Desde pequeños aprendemos que todo debe tener un nombre. Que cada cosa encaja en una categoría. Que si lo podemos etiquetar, lo podemos entender. Y quizá hasta controlar.
Las etiquetas, en un inicio, parecen útiles: “esto es bueno, esto es malo”, “esto es normal, esto no lo es”, “esto se puede, esto no se debe”. Las usamos como linternas para iluminar el caos del mundo. Porque el cerebro humano necesita clasificar. Así sobrevivimos. Así sentimos que entendemos. Así sentimos que pertenecemos.
Pero el problema es que las etiquetas se pegan. Y a veces, lo hacen tan profundamente, que olvidamos que están ahí. De pronto ya no es solo un diagnóstico, una palabra, una fase. Es una identidad. Nos empezamos a narrar desde ahí.
“Soy ansiosa.” “Soy infértil.” “Soy difícil.” “Soy poco constante.” “Soy la fuerte.”
Y con eso, le entregamos al mundo —y al pasado— el poder de decidir quiénes somos.
No estoy diciendo que no haya valor en nombrar. Nombrar también puede sanar. Puede visibilizar lo que dolía en silencio. Puede tender un puente.
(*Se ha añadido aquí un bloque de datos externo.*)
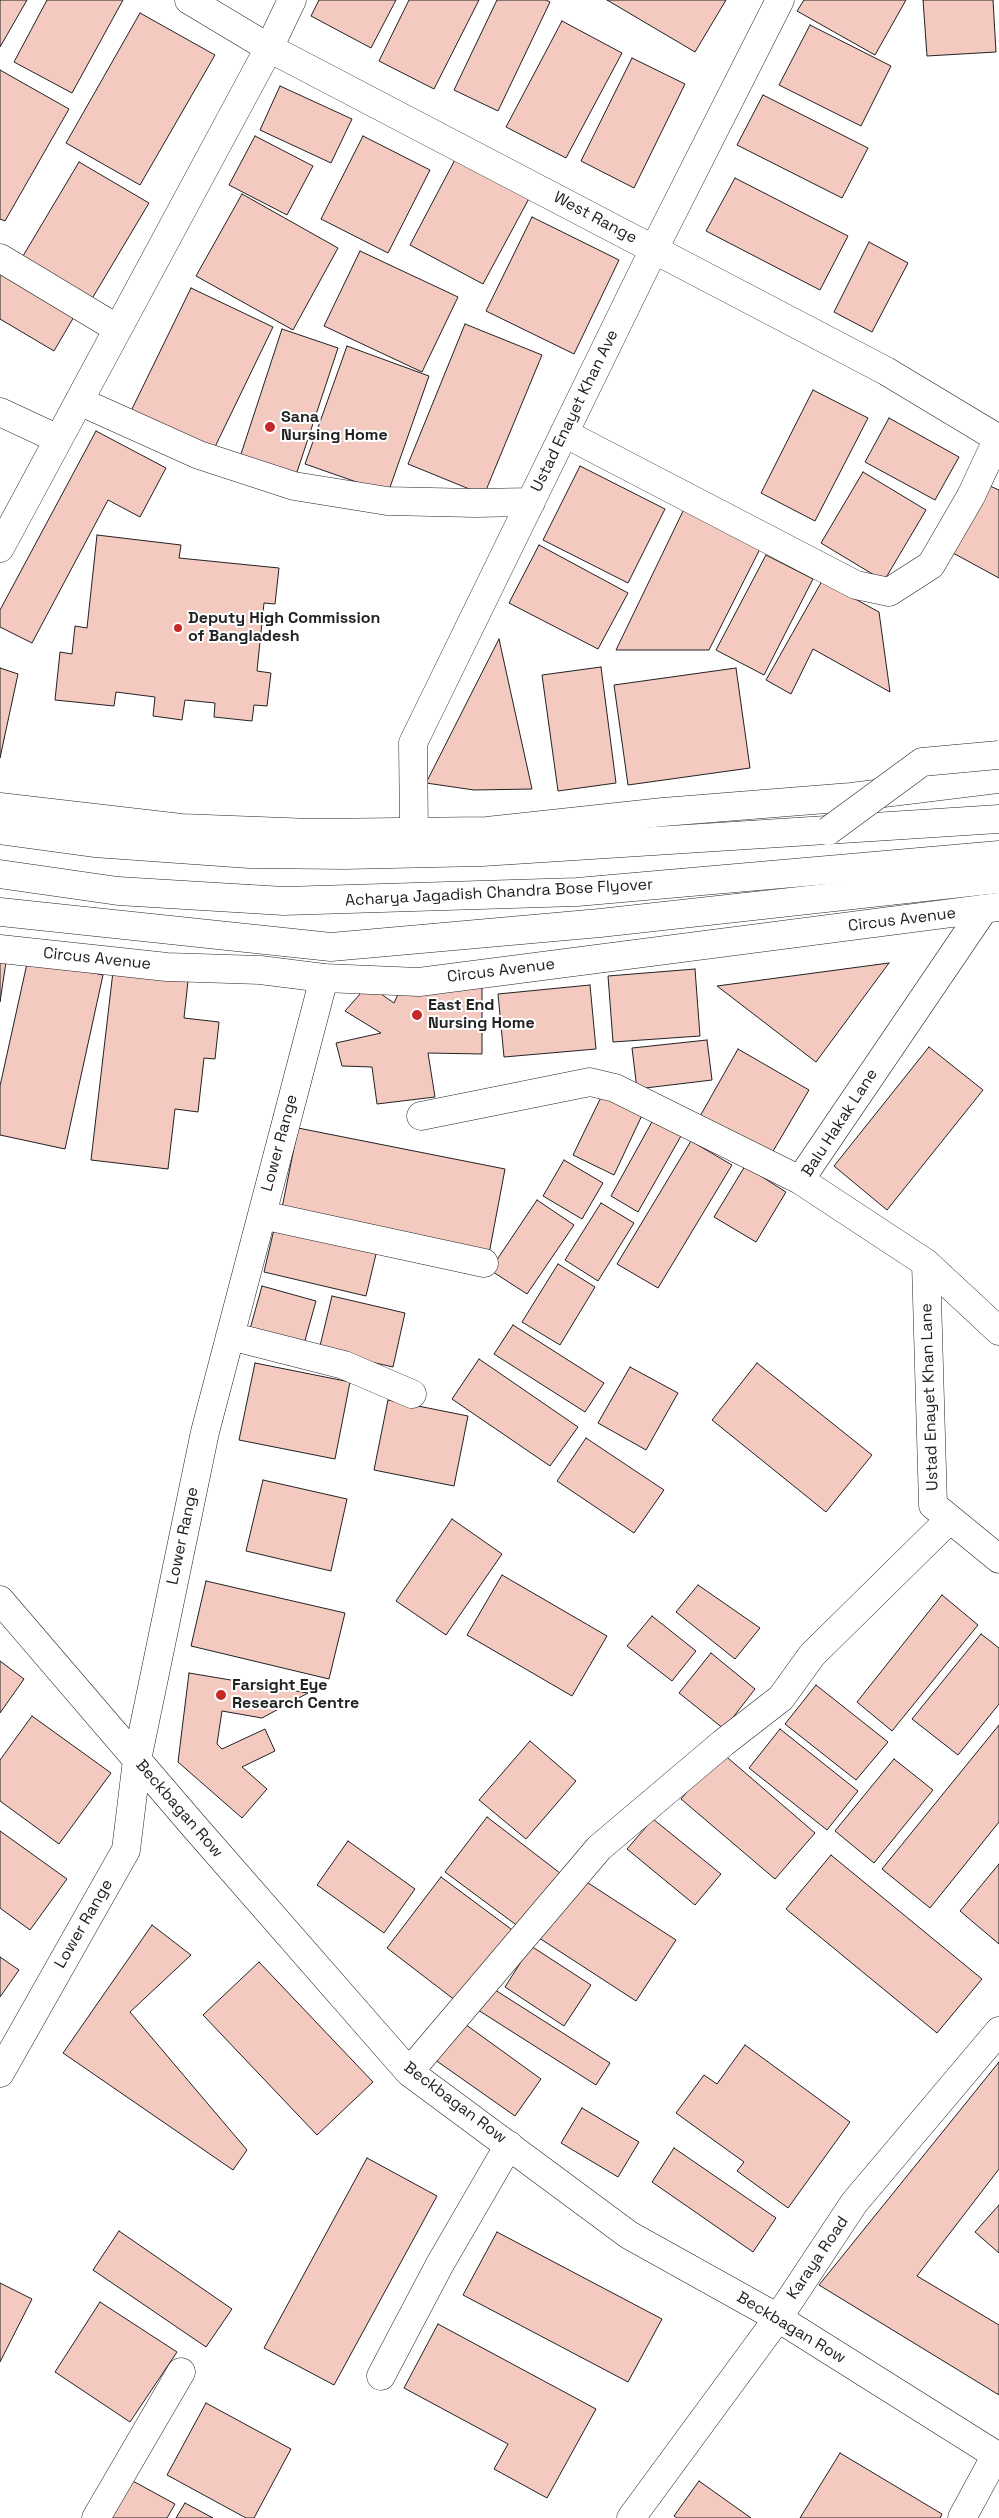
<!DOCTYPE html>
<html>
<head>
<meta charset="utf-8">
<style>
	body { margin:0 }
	canvas { display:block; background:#fff }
</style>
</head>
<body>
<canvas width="999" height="2518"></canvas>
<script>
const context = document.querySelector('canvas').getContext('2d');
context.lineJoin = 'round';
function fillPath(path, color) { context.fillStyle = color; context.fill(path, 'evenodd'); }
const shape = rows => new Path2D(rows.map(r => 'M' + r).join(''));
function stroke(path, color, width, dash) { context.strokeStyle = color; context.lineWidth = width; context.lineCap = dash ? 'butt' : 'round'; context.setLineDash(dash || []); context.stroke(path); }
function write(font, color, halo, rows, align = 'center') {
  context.font = font + ' "Space Grotesk",sans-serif'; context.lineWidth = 4; context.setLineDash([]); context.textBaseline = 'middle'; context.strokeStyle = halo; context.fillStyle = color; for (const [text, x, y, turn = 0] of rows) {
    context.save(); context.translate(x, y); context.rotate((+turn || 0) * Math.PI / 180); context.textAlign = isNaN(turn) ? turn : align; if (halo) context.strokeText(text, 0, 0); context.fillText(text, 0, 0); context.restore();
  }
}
const building = shape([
	[0,0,27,0,0,47,0,0],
	[47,0,123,0,72,93,14,62,47,0],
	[319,0,396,0,371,48,311,16,319,0],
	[409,0,479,0,434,89,379,61,409,0],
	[497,0,546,0,550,2,498,111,454,90,497,0],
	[607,0,726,0,695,52,607,0],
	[804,0,906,0,875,55,797,11,804,0],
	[923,0,993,0,996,52,927,56,923,0],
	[140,13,215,55,140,185,66,143,140,13],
	[562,21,622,53,566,158,506,127,562,21],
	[810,25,891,66,861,126,779,85,810,25],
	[632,58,685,84,634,188,581,161,632,58],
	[0,70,69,109,5,221,0,219,0,70],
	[280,86,352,119,331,163,260,130,280,86],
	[763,95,868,148,842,198,737,145,763,95],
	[255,136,313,166,287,215,229,185,255,136],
	[363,136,430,170,388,253,321,219,363,136],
	[458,154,532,193,483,284,410,245,458,154],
	[79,162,149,203,90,302,20,261,79,162],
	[735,178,848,236,820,290,706,231,735,178],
	[242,194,338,248,293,330,196,276,242,194],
	[532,217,619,260,574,354,486,311,532,217],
	[869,242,908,263,872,332,834,312,869,242],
	[360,251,458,297,422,372,324,326,360,251],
	[0,271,75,315,54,351,0,319,0,271],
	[191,288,273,327,213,451,131,411,191,288],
	[465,324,542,355,484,495,408,464,465,324],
	[282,329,338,348,296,475,240,457,282,329],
	[347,346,429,376,388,493,305,464,347,346],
	[813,390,868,418,815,521,761,493,813,390],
	[889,418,959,457,935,500,865,462,889,418],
	[96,431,166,468,140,517,108,500,32,643,0,627,0,610,96,431],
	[580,466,665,509,628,583,543,540,580,466],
	[863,472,926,510,884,581,821,543,863,472],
	[990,486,999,490,999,578,953,553,990,486],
	[685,507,763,543,709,650,616,650,685,507],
	[97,535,181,545,179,558,279,568,275,604,264,603,257,671,271,673,267,706,254,705,252,721,214,717,215,703,185,700,182,720,153,716,155,697,116,692,114,706,55,700,60,652,72,654,75,626,87,628,97,535],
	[539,545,628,593,598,649,509,603,539,545],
	[766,555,813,579,764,675,716,650,766,555],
	[822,581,879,612,890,692,813,649,791,694,766,680,822,581],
	[499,639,532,789,474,790,426,783,499,639],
	[601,667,616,783,558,791,542,675,601,667],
	[0,668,18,674,0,758,0,668],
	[736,668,750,768,628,785,614,685,736,668],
	[28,959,103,975,65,1149,0,1135,0,1086,28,959],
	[0,961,6,962,0,1002,0,961],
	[114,963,189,972,184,1018,219,1022,215,1059,204,1058,198,1112,175,1109,168,1169,91,1160,114,963],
	[889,963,816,1062,717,986,889,963],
	[695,969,700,1036,613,1042,608,976,695,969],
	[403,983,482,985,482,1054,428,1053,435,1097,377,1104,372,1067,342,1066,336,1043,381,1033,345,1011,368,985,394,1003,403,983],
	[590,985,596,1049,504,1057,498,994,590,985],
	[707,1040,712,1080,637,1089,632,1048,707,1040],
	[929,1047,983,1090,887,1210,834,1166,929,1047],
	[738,1049,809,1090,769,1158,699,1118,738,1049],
	[604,1091,644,1111,614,1175,573,1155,604,1091],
	[653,1120,681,1136,638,1212,611,1196,653,1120],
	[298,1128,505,1169,489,1254,281,1213,298,1128],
	[691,1141,732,1165,658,1288,617,1264,691,1141],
	[564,1160,603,1183,582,1219,543,1196,564,1160],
	[745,1166,786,1192,756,1242,714,1217,745,1166],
	[537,1200,574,1225,527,1294,490,1270,537,1200],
	[601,1203,634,1223,598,1281,565,1260,601,1203],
	[275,1225,377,1250,366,1296,264,1272,275,1225],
	[558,1264,595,1287,560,1345,522,1322,558,1264],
	[262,1286,316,1301,304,1344,250,1329,262,1286],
	[332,1296,405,1313,393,1367,319,1350,332,1296],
	[513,1325,604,1383,585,1412,494,1354,513,1325],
	[479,1359,578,1427,550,1466,452,1399,479,1359],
	[255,1363,350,1382,335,1459,239,1440,255,1363],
	[757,1363,872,1455,826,1512,712,1420,757,1363],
	[630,1367,678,1393,646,1450,598,1423,630,1367],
	[388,1400,468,1416,454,1486,374,1470,388,1400],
	[586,1438,664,1490,634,1533,557,1481,586,1438],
	[263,1480,347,1499,331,1571,246,1551,263,1480],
	[452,1519,502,1554,446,1635,396,1601,452,1519],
	[502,1575,607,1636,572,1696,467,1635,502,1575],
	[206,1581,345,1613,329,1679,191,1646,206,1581],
	[698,1585,760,1628,735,1659,676,1612,698,1585],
	[942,1595,978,1625,892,1731,857,1702,942,1595],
	[652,1616,696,1651,672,1681,627,1646,652,1616],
	[981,1634,999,1648,999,1704,958,1755,912,1719,981,1634],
	[711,1653,755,1689,724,1729,679,1693,711,1653],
	[0,1661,24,1679,0,1713,0,1661],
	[189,1673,308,1693,262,1718,222,1711,217,1744,222,1749,265,1729,275,1751,242,1767,267,1789,242,1818,178,1762,189,1673],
	[816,1685,888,1742,856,1780,785,1724,816,1685],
	[32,1716,111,1773,59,1844,0,1801,0,1760,32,1716],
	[999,1725,999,1822,930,1908,882,1869,999,1725],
	[780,1729,858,1791,827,1830,749,1768,780,1729],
	[530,1741,576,1781,526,1839,479,1800,530,1741],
	[721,1752,815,1833,775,1879,681,1799,721,1752],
	[894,1759,933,1790,874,1863,835,1831,894,1759],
	[487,1817,560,1873,519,1927,445,1872,487,1817],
	[653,1819,721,1874,695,1905,627,1849,653,1819],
	[0,1831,67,1879,30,1930,0,1908,0,1831],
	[348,1841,415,1889,384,1933,317,1885,348,1841],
	[831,1855,982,1979,937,2033,786,1909,831,1855],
	[999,1864,999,1944,960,1911,999,1864],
	[441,1877,515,1932,460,2004,387,1948,441,1877],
	[582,1879,676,1940,636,2001,533,1934,582,1879],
	[152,1925,191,1955,130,2012,247,2150,233,2170,63,2053,152,1925],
	[531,1946,591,1985,564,2026,505,1987,531,1946],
	[0,1957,19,1970,0,1997,0,1957],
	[259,1962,373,2082,317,2135,203,2015,259,1962],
	[492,1988,610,2063,596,2085,478,2010,492,1988],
	[458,2019,541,2079,515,2116,431,2057,458,2019],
	[745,2045,850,2122,788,2208,737,2171,744,2162,676,2113,704,2075,717,2084,745,2045],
	[999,2062,999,2169,917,2276,999,2325,999,2395,819,2285,999,2062],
	[582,2108,639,2142,618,2177,561,2143,582,2108],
	[674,2148,776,2218,753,2252,652,2182,674,2148],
	[367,2158,437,2196,334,2385,264,2348,367,2158],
	[999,2205,999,2253,975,2232,999,2205],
	[119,2231,232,2309,206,2347,93,2270,119,2231],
	[497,2232,662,2319,628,2382,463,2295,497,2232],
	[0,2283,32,2299,0,2362,0,2283],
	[100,2302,177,2352,130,2422,55,2372,100,2302],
	[438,2324,596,2409,547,2498,494,2469,508,2444,404,2388,438,2324],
	[206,2403,291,2449,254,2518,246,2518,167,2475,206,2403],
	[840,2453,942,2514,940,2518,800,2518,840,2453],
	[131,2480,175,2504,167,2518,110,2518,131,2480],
	[699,2481,751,2518,677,2518,674,2516,699,2481],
	[185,2503,213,2518,176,2518,185,2503]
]);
fillPath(building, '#f3c9c0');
stroke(building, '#222', 1);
const minor = shape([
	[189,0,269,48,886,371,999,439],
	[0,258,118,329],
	[79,401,199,455,294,486,387,501,475,503,531,502],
	[0,412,58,439],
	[564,433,856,585,889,592,931,565,971,496,998,438],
	[0,548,269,48,292,0],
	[414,832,413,743,654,249,780,0],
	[984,909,800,1180,926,1263,999,1331],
	[421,1116,590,1082,615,1088,800,1180],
	[262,1215,484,1263],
	[926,1263,933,1505,999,1559],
	[230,1336,344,1365,412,1394],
	[0,1600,193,1825,409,2072,629,2235,778,2318,999,2457],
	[409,2072,599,1848,723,1743,781,1698,812,1655,950,1519],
	[0,2073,126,1850,137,1760,205,1432,324,978],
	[381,2376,440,2264,509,2145],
	[96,2518,181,2372],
	[631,2518,778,2318,854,2203,999,2031],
	[962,2518,996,2455]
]);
const major = shape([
	[0,807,181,828,311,833,487,831,663,812,851,797,999,779],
	[0,874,118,891,284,901,577,892,999,855],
	[0,949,167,967,260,970,324,978,419,982,999,907]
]);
const highway = shape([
	[0,830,94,843,249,854,345,855,482,852,999,819],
	[0,912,331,947,600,923,999,879]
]);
stroke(minor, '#222', 29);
stroke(major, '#222', 29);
stroke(highway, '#222', 29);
stroke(minor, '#fff', 28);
stroke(major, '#fff', 28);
stroke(highway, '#fff', 28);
const highwayBridge = shape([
	[828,831,922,762,999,755]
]);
stroke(highwayBridge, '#222', 29, []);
stroke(highwayBridge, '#fff', 28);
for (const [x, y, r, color] of [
	[270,427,6,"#c62828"],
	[178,628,5,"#c62828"],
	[417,1015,6,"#c62828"],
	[221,1695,6,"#c62828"]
]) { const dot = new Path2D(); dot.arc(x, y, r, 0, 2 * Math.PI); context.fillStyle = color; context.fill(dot); stroke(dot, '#fff', 2); }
write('16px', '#222', '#fff', [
	["West Range",595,218,28],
	["Ustad Enayet Khan Ave",575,411,-64],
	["Acharya Jagadish Chandra Bose Flyover",499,893,-3],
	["Circus Avenue",902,920,-7],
	["Circus Avenue",97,959,6],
	["Circus Avenue",501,971,-7],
	["Balu Hakak Lane",840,1123,-57],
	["Lower Range",280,1143,-75],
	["Ustad Enayet Khan Lane",930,1397,-92],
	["Lower Range",183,1536,-78],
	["Beckbagan Row",179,1809,49],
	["Lower Range",84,1924,-60],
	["Beckbagan Row",455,2103,37],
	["Karaya Road",818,2258,-56],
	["Beckbagan Row",791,2328,31]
]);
write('bold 16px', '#222', '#fff', [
	["Sana",281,418],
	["Nursing Home",281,436],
	["Deputy High Commission",188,619],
	["of Bangladesh",188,637],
	["East End",428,1006],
	["Nursing Home",428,1024],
	["Farsight Eye",232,1686],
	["Research Centre",232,1704]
], 'left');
</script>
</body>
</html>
Pero el riesgo está en confundir la etiqueta con la esencia. En pensar que porque algo fue cierto ayer, debe serlo para siempre.
He visto etiquetas que duelen más que el síntoma. He visto cómo el “trastorno de conducta” oculta una infancia de abandono. Cómo el “trastorno de ansiedad” silencia un duelo no resuelto. Cómo la palabra “problemático” reemplaza una historia que nadie quiso escuchar.
Y también he visto cómo hay personas que prefieren tener una etiqueta a tener incertidumbre. Porque duele menos pensar “soy esto” que preguntarse cada día “¿quién soy realmente?”
A veces, la etiqueta es una flor plástica. Algo que parece dar forma, pero no nutre. Algo que se ve bonito en el expediente, en el registro civíl o en la conversación, pero que no toca la raíz.
Yo también he usado etiquetas para protegerme. Para que el mundo me entienda. Para entenderme yo. Pero hoy, con el tiempo y con la vida encima, entiendo que hay días donde no quiero ser definida. Donde prefiero ser un campo abierto. Una pregunta en movimiento. Un borrador con espacio para seguir escribiéndose.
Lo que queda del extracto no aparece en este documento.